You might not be able to tell from all the Revolutionary War posts at my blog Walking the Berkshires, but that is a relatively recent historical interest of mine. My first love, and an obsession that has stayed with me since I was the age of my 9-year-old daughter, is 1860s America and the war that shattered and then reforged the Union.
I have written about the changing nature of my passion for this subject, how it has ebbed and flowed and found new expression. It may have mellowed as I have matured, but has never turned to vinegar in the cask. And it still is capable of causing me to rethink what I have long understood about the past (and myself), about how we remember, and what parts we choose by design or default to carry forward.
In the course of writing this blog, I have become friends with a southern gentleman by the name of Grant who made me a splendid proposition. He is involved with South Carolina's plans for commemorating the Civil War's Sesquicentennial - that's 150 long years ago - and has invited me to blog with him on topics related to this critical period in American history.

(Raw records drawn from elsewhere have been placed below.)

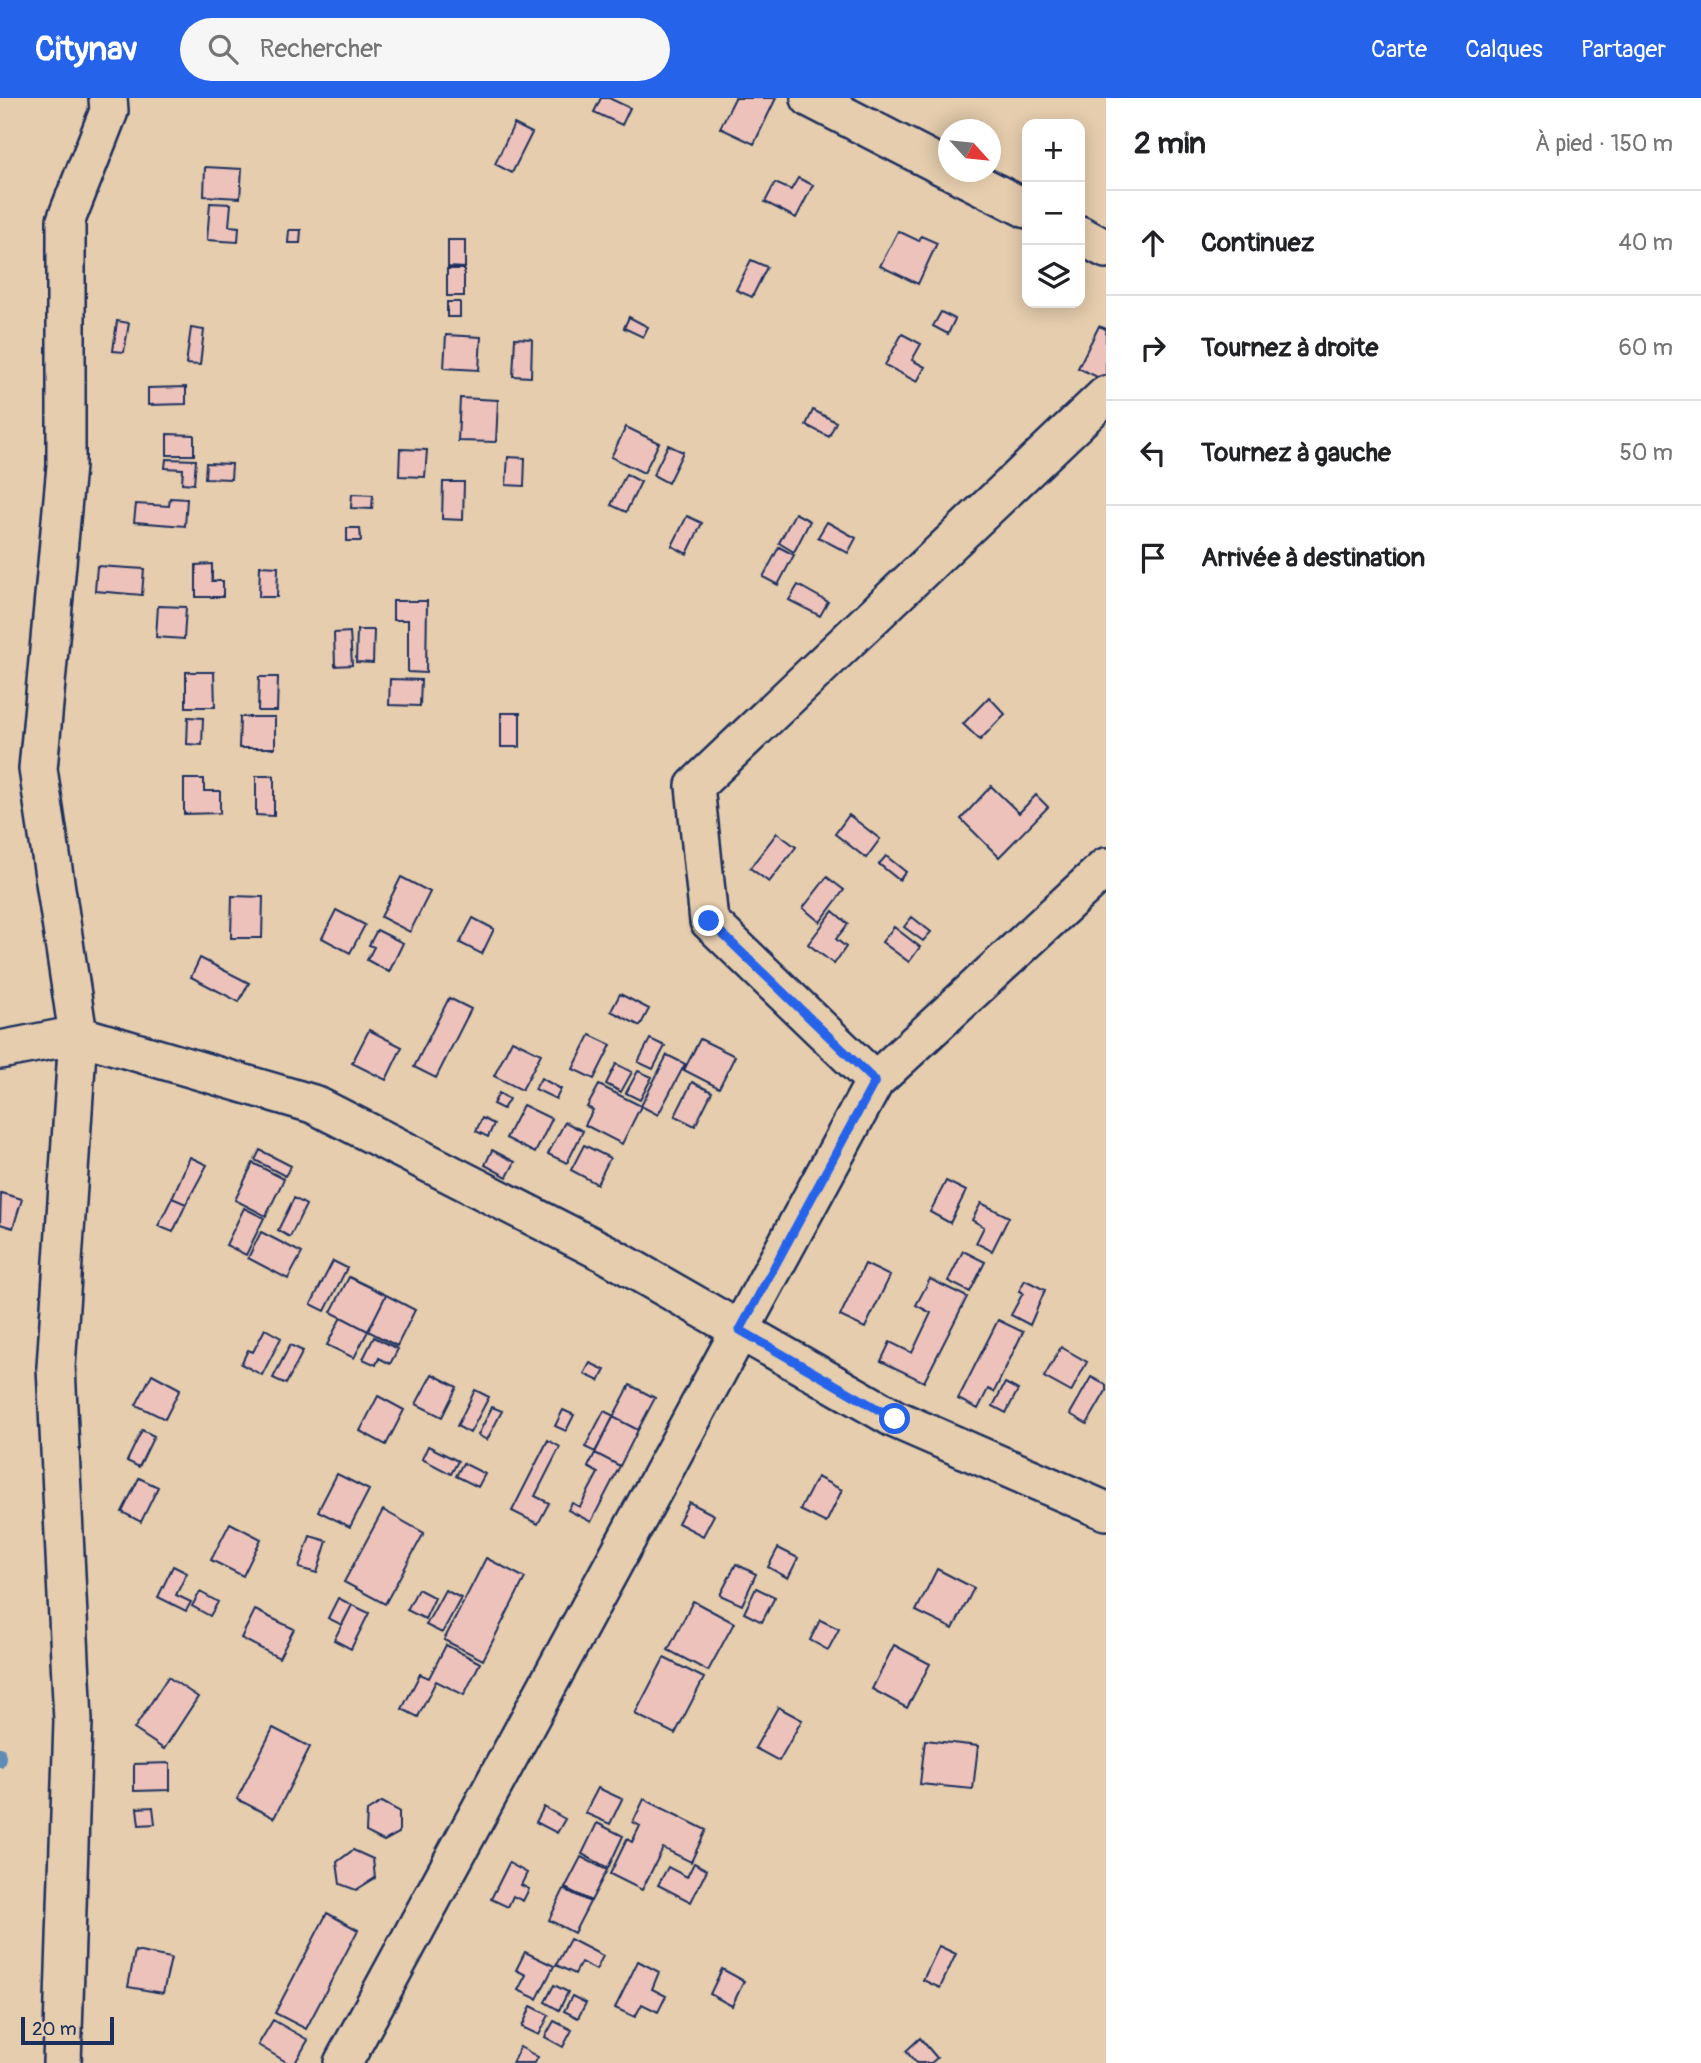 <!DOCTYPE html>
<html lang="fr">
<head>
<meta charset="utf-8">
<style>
  body { margin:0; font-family:Pangolin,sans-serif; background:#f6f6f6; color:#202124 }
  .controls { position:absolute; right:21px; top:21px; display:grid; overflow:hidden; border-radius:14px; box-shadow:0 4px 18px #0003 }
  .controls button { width:63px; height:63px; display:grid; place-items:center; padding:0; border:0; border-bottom:2px solid #e0e0e0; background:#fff; color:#202124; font:35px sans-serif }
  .compass { position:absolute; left:938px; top:21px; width:63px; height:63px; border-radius:50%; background:#fff; box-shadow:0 4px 18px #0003; rotate:117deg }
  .scale { position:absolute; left:21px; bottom:18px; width:93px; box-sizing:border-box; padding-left:7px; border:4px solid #1b2f5e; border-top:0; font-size:19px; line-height:24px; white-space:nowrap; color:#1b2f5e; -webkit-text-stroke:5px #e5cdad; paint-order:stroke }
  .stop { position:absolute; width:21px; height:21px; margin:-16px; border:5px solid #2563eb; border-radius:50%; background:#fff }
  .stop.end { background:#2563eb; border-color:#fff; box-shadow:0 2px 7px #0008 }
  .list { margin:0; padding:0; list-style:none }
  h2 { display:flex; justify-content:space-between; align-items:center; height:91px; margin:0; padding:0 28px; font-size:30px }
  h2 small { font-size:23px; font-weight:400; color:#757577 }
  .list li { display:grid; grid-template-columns:46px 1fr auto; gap:21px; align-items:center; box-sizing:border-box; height:105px; padding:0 28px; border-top:2px solid #e0e0e0 }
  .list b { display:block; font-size:26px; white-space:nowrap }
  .list em { font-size:23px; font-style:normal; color:#757577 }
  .icon { flex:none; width:38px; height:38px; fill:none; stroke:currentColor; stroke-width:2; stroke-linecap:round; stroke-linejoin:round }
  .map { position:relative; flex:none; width:1106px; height:1965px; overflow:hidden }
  header { display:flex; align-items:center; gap:42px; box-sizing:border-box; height:98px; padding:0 35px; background:#2563eb; color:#fff }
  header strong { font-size:33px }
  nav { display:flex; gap:38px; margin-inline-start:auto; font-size:24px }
  .search { width:490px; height:63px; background:#f6f6f6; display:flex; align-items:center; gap:18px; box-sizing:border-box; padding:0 24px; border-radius:38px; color:#757577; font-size:26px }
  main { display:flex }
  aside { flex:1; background:#fff }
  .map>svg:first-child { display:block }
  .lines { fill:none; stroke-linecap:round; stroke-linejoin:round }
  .stream { stroke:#5f8bb4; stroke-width:10 }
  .building { fill:#edc2ba; stroke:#1b2f5e; stroke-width:2 }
  .minor-casing { stroke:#1b2f5e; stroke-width:42 }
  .minor { stroke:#e5cdad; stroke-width:37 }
  .route { stroke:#2563eb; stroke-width:9 }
</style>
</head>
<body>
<header>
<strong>Citynav</strong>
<div class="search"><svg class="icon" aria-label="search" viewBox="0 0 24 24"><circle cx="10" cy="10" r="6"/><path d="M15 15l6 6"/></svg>Rechercher</div>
<nav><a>Carte</a><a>Calques</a><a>Partager</a></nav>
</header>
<main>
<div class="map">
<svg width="1106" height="1965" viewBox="0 0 1106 1965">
  <rect width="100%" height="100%" fill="#e5cdad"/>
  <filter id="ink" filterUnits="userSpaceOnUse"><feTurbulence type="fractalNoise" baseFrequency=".0143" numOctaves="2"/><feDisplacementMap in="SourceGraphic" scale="14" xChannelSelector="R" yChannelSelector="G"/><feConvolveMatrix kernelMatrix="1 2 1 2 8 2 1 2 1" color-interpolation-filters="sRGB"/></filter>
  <g filter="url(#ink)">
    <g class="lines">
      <path class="stream" d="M0,1654L1,1659L0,1664"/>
    </g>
    <path class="building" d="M601,0H609L630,10L622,27L594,14Z
      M735,0H776L754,46L720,30Z
      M514,26L532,35L512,75L495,66Z
      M205,69L242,71L240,100L204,98Z
      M798,80L813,87L796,120L765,104L775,85L791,92Z
      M210,105L231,106L229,128L239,129L238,144L207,142Z
      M289,132H301L300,145H288Z
      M898,133L919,143L921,138L937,145L918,186L880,168Z
      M448,142H465V170L448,169Z
      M751,162L767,169L752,199L736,192Z
      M447,171H464V198H447Z
      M447,204H460V219H447Z
      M941,214L955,221L948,236L933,228Z
      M629,219L648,229L643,239L624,230Z
      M117,223L129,225L124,254L113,253Z
      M1099,228L1106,231V283L1078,270Z
      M191,230L204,232L200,267L186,266Z
      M902,236L921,246L912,262L925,269L917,284L885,267Z
      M446,237L481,239L479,272L444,270Z
      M515,240L532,241L531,279L513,278Z
      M186,289V306L148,307V290Z
      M460,300L498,302L496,344L458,343Z
      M813,312L836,324L829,339L806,327Z
      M626,329L659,345L644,375L611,359Z
      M167,336L194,337V357H167Z
      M668,347L683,354L668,385L653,377Z
      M400,351L427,352L425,379L399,378Z
      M508,359L525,360L524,388L506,387Z
      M166,361L196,362L194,386L182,385L183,371L165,370Z
      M206,365L232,366L231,381L205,380Z
      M626,376L641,384L626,414L611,407Z
      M443,384H464L463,422L442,421Z
      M352,396L373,397L372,411L351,410Z
      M170,400L187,401L185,428L134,424L136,406L169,408Z
      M795,415L810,423L794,454L779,445Z
      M687,418L702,425L687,456L672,448Z
      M827,424L856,440L848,455L818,439Z
      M347,430H360L361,443H347Z
      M779,449L794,457L778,487L763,479Z
      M212,466V483H223V499H196V467Z
      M97,468L144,471L142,497L95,493Z
      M260,468L278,469L277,499H259Z
      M798,487L828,504L820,518L789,502Z
      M393,503H427L426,575L408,574V522H393Z
      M158,508L186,509L184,541L156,539Z
      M357,532H374L373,565L356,564Z
      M350,534L352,567L335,568L334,535Z
      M186,574H214L215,609H186Z
      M259,579H278L277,613H258Z
      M390,581L421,582L420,608L389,607Z
      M989,599L1005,616L980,642L963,626Z
      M501,615H520V649H501Z
      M188,619L203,620L202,647L187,646Z
      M240,619H275V650H239Z
      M256,678H274V718L256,717Z
      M184,681H204V693H220V715L184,716Z
      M991,688L1019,715L1036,697L1048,709L999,759L961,721Z
      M849,717L880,741L866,760L835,736Z
      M777,735L796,749L769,784L750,770Z
      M886,758L906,774L899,782L879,766Z
      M401,779L430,794L410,834L381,819Z
      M827,779L844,792L820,824L803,810Z
      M232,798L263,799L262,840H231Z
      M336,812L365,827L350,855L322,840Z
      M833,813L848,826L836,841L846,849L834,866L808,846Z
      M912,819L931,834L923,843L904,829Z
      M473,820L494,831L482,856L460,845Z
      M894,829L920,849L909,864L882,844Z
      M377,832L403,845L389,874L367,862L374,849L369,847Z
      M200,860L249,885L239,904L191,879Z
      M620,896L649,911L640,928L611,913Z
      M449,900L471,911L436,980L414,969Z
      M369,932L402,949L386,982L352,965Z
      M590,937L611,947L594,981L573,971Z
      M650,941L665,948L653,971L638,964Z
      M700,941L735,958L719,990L684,972Z
      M512,942L541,956L522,992L494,978Z
      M667,957L685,966L658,1017L641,1008Z
      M616,966L632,974L621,994L606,986Z
      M638,973L652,979L640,1002L626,995Z
      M541,980L561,991L556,1001L535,991Z
      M692,984L712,994L695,1028L675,1018Z
      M599,987L641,1008L622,1046L585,1027L593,1012L587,1009Z
      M499,995L509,1001L503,1011L493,1006Z
      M523,1007L552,1021L535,1055L506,1040Z
      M482,1020L494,1026L488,1039L476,1033Z
      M565,1024L583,1033L567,1065L548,1056Z
      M584,1047L610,1060L597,1086L571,1072Z
      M260,1052L291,1068L285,1078L255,1062Z
      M492,1052L515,1064L507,1079L485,1067Z
      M190,1059L207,1067L186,1106L172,1100Z
      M253,1065L284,1081L266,1118L235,1102Z
      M946,1083L966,1093L950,1125L930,1114Z
      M1,1095L22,1101L13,1130L0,1126Z
      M172,1100L186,1106L173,1134L158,1128Z
      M294,1100L306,1107L290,1139L278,1132Z
      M981,1105L1009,1119L992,1153L976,1145L984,1129L972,1122Z
      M244,1110L264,1120L246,1157L226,1147Z
      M261,1134L302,1155L288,1181L248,1160Z
      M963,1153L985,1164L970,1194L948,1183Z
      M333,1163L347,1170L325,1213L311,1206Z
      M865,1166L890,1178L865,1230L840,1218Z
      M349,1179L386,1197L368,1233L331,1214Z
      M930,1181L967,1199L924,1284L881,1263L890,1244L912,1255L931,1215L916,1207Z
      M1025,1182L1045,1192L1030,1227L1011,1217L1023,1195L1019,1193Z
      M386,1197L415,1212L397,1248L368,1233Z
      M341,1219L368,1233L354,1260L327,1247Z
      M998,1222L1023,1234L994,1294L988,1291L978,1311L958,1301Z
      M265,1231L281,1240L262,1277L241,1266L248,1252L253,1254Z
      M374,1239L398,1251L390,1266L379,1260L376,1267L363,1261Z
      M290,1247L303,1253L286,1286L273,1280Z
      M1061,1249L1087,1264L1071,1294L1044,1279Z
      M590,1265L605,1272L599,1283L584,1276Z
      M152,1276L180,1291L165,1321L136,1307Z
      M432,1276L457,1289L442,1319L416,1306Z
      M1091,1279L1106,1287V1293L1087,1326L1070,1316Z
      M1005,1285L1018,1292L1006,1315L993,1308Z
      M630,1287L655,1300L638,1332L613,1319Z
      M475,1292L489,1299L470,1335L457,1328Z
      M378,1298L404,1312L386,1347L360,1333Z
      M492,1309L502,1313L487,1342L478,1337Z
      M563,1312L574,1317L566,1333L555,1328Z
      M604,1313L614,1318L595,1354L585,1349Z
      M613,1319L638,1332L620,1368L595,1355Z
      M142,1332L154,1338L139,1369L127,1363Z
      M548,1342L560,1349L535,1398L549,1405L538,1426L512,1413Z
      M428,1348L458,1363L451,1376L422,1361Z
      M595,1355L620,1368L591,1424L568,1412L572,1405L580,1409L598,1375L588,1369Z
      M463,1365L485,1376L478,1389L456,1378Z
      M337,1376L369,1392L350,1429L318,1413Z
      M817,1379L842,1392L826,1425L800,1412Z
      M139,1380L158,1389L141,1424L122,1414Z
      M689,1404L714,1417L703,1438L678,1425Z
      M383,1412L424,1435L385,1506L344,1484Z
      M230,1425L261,1441L243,1478L211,1462Z
      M310,1438L327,1443L317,1475L299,1470Z
      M778,1450L798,1460L788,1480L768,1469Z
      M486,1460L525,1480L483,1562L444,1542Z
      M736,1466L756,1476L742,1507L720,1497Z
      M173,1468L187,1475L176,1497L191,1504L186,1513L158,1499Z
      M937,1471L974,1490L953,1531L916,1513Z
      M756,1490L775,1499L762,1524L744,1515Z
      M418,1491L435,1500L425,1521L407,1512Z
      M445,1492L461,1500L442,1535L426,1527Z
      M200,1494L218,1504L210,1518L192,1508Z
      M338,1500L352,1507L342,1527L328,1520Z
      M693,1503L734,1525L708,1573L668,1552Z
      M352,1507L369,1515L351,1551L334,1542Z
      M255,1512L294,1531L279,1560L241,1540Z
      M820,1522L839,1531L828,1552L810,1542Z
      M446,1547L480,1565L464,1597L436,1583L418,1619L402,1611L420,1576L429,1580Z
      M894,1547L930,1566L907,1610L872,1591Z
      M664,1560L704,1580L675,1636L635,1616Z
      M168,1579L198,1599L164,1651L134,1631Z
      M778,1609L802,1622L779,1663L755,1650Z
      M273,1630L310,1649L274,1720L237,1701Z
      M925,1642L978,1648L973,1691L920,1686Z
      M170,1665V1692L134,1693V1666Z
      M598,1690L622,1701L610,1726L585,1715Z
      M644,1701L706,1732L691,1764L663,1750L642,1792L610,1776L627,1741L632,1744L640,1728L633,1724Z
      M382,1704L399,1713V1735L384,1743L366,1734L367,1713Z
      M153,1709L155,1726L139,1727L137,1710Z
      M544,1709L565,1721L557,1735L536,1724Z
      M597,1725L623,1738L608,1770L582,1756Z
      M353,1752L373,1761L375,1780L356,1792L340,1786L337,1764Z
      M581,1759L607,1772L591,1803L565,1790Z
      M509,1765L527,1775L521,1787L529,1791L523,1803L513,1798L508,1809L491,1801Z
      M694,1765L707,1772L691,1804L658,1787L668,1769L687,1779Z
      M564,1791L590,1804L574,1835L549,1822Z
      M327,1815L358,1832L306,1931L275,1915Z
      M570,1841L603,1858L596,1872L581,1864L575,1876L556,1867Z
      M939,1848L956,1856L940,1890L923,1882Z
      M135,1853L171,1860L163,1895L128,1889Z
      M525,1854L554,1868L537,1901L518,1892L526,1877L516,1872Z
      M638,1863L659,1874L652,1891L666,1898L658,1914L642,1906L635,1919L615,1910Z
      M722,1871L744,1883L732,1908L710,1896Z
      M554,1887L568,1894L559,1912L545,1904Z
      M572,1898L586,1905L578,1920L564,1913Z
      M531,1908L549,1917L539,1937L522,1929Z
      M273,1922L308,1942L295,1965H288L258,1947Z
      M554,1923L572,1932L563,1949L545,1939Z
      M920,1940L937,1960L931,1965H916L906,1953Z
      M520,1949L538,1959L534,1965H512Z"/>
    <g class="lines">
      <defs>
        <path id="minor" d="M810,0L948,71
          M954,74L1027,111
          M1080,137L1106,151
          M0,952L78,937L313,1006L605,1155L895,1321L1106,1413
          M875,983L709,823L695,688L1106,297
          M62,1965L73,1623L56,1269L78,937L38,671L66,368V122L109,13L108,0
          M343,1965L875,983L1106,769"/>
      </defs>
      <use href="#minor" class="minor-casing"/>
      <use href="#minor" class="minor"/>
    </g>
  </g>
  <g class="lines" filter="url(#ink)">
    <path class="route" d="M709,823L875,983L740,1232L895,1321"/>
  </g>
</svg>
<div class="controls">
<button>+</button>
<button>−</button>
<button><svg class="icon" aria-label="layers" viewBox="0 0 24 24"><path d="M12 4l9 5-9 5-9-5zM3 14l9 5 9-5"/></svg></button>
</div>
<svg class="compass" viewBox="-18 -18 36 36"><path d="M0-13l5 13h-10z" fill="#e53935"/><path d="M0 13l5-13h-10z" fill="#757577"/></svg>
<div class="scale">20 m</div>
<div class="stop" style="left:895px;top:1321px"></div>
<div class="stop end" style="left:709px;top:823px"></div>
</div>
<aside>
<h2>2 min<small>À pied · 150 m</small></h2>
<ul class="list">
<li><svg class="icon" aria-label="ahead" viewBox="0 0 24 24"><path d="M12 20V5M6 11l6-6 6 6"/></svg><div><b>Continuez</b></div><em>40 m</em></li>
<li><svg class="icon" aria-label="right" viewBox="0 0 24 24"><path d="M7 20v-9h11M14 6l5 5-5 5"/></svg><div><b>Tournez à droite</b></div><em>60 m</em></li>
<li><svg class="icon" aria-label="left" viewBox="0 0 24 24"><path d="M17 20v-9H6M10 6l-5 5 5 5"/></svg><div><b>Tournez à gauche</b></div><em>50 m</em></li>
<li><svg class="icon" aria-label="arrive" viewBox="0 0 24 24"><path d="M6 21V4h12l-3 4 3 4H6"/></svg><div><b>Arrivée à destination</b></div></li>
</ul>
</aside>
</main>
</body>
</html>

To the extent that Grant offers a southern perspective and I a northern one - given our respective geographies and various kin who took part on either side - there may be opportunities in this format to shed light on these matters from more than one quarter. I think it should be great fun. Besides, I was born on April 12th, a date they have cause to remember in Charleston as do we in the North.
Neither of us, I believe, has any need to re-fight our version of the past with a partisan spin, so I won't be playing Billy Sherman to his Bedford Forrest. We both care about good history, and that means getting beneath the surface explanations of events and conventional interpretations of causes and implications. We also care about bringing forgotten stories to light, and placing them within the broader context of the war and its aftermath, so expect some of that from us as well.
Notwithstanding any of the forgoing, I should also say at this point that like Grant I am a genealogist with a keen interest in the doings of my ancestors and an ample trove of family archives to draw from relating to this period. My ancestors and near relations who served in the Civil War did so, with one notable exception, in northern uniforms. The confederate in the closet was a brigadier from New Jersey.
The rest of my kin served in shades of Yankee blue and Zouave red primarily with various New York regiments, including the 5th (Duryea's Zouaves), 7th New York State Militia, 9th (Hawkin's Zouaves), 133rd (2nd Metropolitans), 146th (Garrard's Tigers) and 1st NY "Lincoln" Cavalry, but also in the 10th Regiment Veteran Reserve Corps and 37th Wisc.
There was also the first husband of the second wife of my great, great grandfather who was Hospital Steward on the "Monitor", which I learned when digging through pension applications for my direct ancestor, and a 2nd cousin 5 times removed who commanded the 1st SC at Fort Pulaski which he was compelled to surrender, but I digress.
I have already written about most of them, but anticipate some of their stories finding their way into my occasional sesquicentennial posts. History is personal, which is why we have to be honest about it, and thorough.